There are three main technological approaches to addressing this security problem: SSO, CASB, and PAM.

SSO

Single-Sign-On solutions from vendors such as Okta, OneLogin, and Ping Identity allow enterprises to create portals for their employees. The employees can then access all their applications with one login to that portal. Enterprises can manage which employees can access what systems, track usage, and enforce security policies such as multi-factor authentication.

SSO solutions are particularly useful for companies with hybrid deployments -- both on-premises and cloud-based data centers -- where the company wants to keep control of the identity management process, said Jason Macy, CTO at cybersecurity vendor Forum Systems.

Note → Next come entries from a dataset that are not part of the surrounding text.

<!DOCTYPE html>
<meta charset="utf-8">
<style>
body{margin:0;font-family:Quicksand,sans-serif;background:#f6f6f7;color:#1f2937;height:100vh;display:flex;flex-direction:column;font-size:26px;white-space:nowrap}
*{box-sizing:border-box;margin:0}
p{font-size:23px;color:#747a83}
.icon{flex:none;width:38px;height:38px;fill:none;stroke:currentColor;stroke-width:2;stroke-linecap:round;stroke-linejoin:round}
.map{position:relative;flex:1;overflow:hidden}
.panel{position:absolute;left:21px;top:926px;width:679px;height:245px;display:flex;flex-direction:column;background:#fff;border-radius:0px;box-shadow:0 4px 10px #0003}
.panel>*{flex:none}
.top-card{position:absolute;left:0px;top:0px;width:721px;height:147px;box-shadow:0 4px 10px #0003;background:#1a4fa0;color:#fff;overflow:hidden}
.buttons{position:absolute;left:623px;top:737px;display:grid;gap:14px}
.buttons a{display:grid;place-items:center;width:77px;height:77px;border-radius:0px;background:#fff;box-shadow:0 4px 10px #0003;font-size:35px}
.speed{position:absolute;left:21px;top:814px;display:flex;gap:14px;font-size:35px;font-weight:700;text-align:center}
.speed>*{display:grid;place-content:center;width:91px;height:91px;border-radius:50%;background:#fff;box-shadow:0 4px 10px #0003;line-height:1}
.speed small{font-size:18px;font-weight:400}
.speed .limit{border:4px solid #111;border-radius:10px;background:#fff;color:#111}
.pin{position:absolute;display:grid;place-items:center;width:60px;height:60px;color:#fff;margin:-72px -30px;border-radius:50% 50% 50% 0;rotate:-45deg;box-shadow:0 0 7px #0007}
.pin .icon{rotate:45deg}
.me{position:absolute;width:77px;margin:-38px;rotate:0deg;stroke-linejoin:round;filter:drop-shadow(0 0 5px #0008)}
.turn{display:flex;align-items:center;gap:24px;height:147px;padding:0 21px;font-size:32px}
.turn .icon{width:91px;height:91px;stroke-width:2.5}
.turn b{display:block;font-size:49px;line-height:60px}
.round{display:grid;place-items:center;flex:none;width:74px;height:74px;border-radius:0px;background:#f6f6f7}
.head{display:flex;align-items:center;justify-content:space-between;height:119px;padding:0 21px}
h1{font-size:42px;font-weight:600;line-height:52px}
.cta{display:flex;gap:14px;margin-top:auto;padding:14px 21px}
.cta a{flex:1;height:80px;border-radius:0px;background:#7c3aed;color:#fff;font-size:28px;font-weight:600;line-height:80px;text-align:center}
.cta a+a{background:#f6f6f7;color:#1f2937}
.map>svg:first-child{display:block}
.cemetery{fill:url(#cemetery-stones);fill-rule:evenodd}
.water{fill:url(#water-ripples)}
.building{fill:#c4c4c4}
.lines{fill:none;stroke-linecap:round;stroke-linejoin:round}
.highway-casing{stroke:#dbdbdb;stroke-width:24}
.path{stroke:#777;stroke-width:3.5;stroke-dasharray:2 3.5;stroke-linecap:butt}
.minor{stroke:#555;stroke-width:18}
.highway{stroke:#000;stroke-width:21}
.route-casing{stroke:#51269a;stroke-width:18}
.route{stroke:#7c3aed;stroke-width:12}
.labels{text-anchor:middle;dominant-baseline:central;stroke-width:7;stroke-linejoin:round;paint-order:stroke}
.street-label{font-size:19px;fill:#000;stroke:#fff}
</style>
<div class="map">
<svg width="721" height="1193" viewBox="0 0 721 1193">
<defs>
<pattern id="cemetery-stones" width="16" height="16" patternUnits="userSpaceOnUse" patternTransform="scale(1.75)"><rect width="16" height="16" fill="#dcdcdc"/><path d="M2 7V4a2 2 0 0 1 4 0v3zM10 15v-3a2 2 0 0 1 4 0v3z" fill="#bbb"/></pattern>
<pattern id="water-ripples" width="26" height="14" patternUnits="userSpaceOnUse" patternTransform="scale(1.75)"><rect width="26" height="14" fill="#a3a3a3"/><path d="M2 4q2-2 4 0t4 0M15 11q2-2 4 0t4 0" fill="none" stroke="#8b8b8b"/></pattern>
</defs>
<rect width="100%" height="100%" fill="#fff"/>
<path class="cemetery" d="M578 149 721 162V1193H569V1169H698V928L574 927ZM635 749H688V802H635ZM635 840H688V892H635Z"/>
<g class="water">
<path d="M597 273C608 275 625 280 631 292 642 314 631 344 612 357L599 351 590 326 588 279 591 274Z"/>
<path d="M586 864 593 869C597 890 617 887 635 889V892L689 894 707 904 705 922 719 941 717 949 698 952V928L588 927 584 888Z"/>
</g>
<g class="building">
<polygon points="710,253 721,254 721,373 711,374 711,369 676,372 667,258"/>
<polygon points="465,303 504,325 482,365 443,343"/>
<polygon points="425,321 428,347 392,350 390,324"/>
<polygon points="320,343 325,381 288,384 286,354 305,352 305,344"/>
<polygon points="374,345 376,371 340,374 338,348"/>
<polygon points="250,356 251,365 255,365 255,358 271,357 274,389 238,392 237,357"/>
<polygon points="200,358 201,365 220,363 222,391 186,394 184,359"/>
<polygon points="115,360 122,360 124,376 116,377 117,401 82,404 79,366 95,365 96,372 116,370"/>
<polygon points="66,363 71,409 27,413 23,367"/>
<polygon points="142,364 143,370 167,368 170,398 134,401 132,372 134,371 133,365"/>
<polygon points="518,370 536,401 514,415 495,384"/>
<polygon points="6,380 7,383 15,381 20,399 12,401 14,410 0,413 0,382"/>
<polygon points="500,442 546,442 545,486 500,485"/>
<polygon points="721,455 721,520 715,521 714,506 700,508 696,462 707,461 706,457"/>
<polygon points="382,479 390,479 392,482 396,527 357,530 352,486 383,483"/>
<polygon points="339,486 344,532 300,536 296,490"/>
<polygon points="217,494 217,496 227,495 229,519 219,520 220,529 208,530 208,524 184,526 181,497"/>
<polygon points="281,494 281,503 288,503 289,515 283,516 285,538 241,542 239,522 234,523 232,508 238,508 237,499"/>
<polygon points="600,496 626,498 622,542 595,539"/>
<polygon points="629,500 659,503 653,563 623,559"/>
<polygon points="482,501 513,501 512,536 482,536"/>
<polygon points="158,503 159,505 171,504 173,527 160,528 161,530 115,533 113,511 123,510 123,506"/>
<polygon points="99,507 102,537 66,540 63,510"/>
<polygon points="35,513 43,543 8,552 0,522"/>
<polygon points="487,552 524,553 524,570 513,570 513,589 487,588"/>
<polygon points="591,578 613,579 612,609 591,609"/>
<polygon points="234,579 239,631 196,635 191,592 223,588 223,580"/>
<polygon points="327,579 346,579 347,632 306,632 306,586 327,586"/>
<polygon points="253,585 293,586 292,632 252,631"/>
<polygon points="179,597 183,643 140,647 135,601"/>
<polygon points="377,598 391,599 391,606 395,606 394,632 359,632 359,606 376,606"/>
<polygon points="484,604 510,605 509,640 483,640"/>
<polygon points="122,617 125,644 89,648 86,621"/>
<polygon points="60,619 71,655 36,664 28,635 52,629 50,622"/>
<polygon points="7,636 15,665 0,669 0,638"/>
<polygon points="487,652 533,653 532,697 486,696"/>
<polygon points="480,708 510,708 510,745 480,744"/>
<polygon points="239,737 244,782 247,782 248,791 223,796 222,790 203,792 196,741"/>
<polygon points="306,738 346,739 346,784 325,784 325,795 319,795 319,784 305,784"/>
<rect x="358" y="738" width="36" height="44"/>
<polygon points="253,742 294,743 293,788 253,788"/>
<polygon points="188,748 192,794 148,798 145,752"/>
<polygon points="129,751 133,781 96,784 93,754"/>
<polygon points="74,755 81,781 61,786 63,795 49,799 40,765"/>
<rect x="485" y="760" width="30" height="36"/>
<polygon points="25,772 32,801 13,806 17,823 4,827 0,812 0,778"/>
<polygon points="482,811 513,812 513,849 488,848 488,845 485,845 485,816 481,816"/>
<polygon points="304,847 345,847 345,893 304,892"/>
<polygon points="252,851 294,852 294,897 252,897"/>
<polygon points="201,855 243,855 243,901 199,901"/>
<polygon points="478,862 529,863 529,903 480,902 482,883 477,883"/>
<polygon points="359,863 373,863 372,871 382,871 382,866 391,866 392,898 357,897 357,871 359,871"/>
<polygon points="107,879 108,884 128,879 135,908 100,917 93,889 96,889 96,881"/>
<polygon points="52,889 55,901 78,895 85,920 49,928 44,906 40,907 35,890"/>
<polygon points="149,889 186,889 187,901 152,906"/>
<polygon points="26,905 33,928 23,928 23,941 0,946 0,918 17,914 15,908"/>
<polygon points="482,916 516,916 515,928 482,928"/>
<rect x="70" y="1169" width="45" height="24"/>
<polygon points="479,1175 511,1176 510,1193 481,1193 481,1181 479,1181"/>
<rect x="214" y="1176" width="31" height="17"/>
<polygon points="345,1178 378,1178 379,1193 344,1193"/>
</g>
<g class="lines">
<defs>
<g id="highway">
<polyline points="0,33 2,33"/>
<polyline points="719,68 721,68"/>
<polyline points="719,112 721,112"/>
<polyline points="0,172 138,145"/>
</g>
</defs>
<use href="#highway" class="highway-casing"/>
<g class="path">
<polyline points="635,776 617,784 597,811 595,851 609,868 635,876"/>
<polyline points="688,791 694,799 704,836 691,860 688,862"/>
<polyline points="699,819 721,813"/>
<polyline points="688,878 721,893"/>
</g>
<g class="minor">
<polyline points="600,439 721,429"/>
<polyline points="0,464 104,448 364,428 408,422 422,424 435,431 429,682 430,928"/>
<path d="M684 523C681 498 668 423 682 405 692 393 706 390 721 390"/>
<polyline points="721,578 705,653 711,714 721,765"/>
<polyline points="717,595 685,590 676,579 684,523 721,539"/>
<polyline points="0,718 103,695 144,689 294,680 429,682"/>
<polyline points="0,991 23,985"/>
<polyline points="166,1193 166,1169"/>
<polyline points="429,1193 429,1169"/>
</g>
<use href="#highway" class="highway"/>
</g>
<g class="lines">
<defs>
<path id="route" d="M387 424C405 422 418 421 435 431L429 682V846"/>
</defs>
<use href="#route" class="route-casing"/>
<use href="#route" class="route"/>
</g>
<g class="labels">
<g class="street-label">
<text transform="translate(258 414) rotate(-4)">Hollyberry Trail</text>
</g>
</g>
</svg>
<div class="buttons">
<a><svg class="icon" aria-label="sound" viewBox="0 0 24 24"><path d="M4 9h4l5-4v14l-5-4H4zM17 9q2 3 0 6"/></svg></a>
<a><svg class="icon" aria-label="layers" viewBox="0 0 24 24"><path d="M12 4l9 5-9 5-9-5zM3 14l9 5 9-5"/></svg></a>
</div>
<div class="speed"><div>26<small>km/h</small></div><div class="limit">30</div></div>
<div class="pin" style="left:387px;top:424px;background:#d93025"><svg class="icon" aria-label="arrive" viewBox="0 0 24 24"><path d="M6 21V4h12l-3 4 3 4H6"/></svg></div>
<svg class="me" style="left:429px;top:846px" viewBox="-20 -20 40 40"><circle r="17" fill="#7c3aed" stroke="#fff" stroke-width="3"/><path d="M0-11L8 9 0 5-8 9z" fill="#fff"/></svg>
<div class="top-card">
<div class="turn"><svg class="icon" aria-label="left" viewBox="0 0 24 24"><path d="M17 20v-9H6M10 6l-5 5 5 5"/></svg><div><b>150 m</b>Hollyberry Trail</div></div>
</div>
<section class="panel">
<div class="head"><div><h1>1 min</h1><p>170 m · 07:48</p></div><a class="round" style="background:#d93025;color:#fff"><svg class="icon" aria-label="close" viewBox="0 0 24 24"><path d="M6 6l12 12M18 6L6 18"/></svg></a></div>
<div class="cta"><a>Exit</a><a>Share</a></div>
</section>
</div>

"Leveraging existing identity repositories with SSO and federation trust models for cloud integrations is the best approach," he said.

CASB

Cloud Access Security Brokers like Skyhigh, Bitglass, and Netskope manage access to cloud services but are generally focused on SaaS platforms. Several larger technology firms also have CASB products, including Symantec, Cisco, and Oracle.

CASB vendors don't just offer a way to log into cloud systems, though, said Mike Schuricht, VP of product management at Bitglass.

They can also monitor data movement in real-time and apply user behavior analytics to detect suspicious activity and trigger two-factor authentication, he said.

PAM

Sometimes having multi-factor access and monitoring suspicious activity isn't enough. For the most critical systems, a company might want to issue single-use passwords to administrators, for example.

That's where Privileged Access Management comes in, with vendors like Thycotic, BeyondTrust, and Centrify focusing on securing access to key infrastructure and have the most serious built-in security.

For example, with single-use credentials, even if an employee's machine was infected with a password logger, the stolen password would be useless to a hacker.

Through 2020, according to Gartner, more than half of IaaS and PaaS security failures will be attributed to the security gaps caused by failure to adopt privileged account management technology and processes.

This market is evolving quickly.

Today, for example, less than 5 percent of PAM purchases are delivered as a service (or in the cloud) -- that percentage will go up to 30 percent by 2019, according to Gartner.

Also, by 2020, more than 40 percent of vendors will use machine learning and other predictive analytics to look for suspicious user behaviors, up from under 10 percent today, the company said.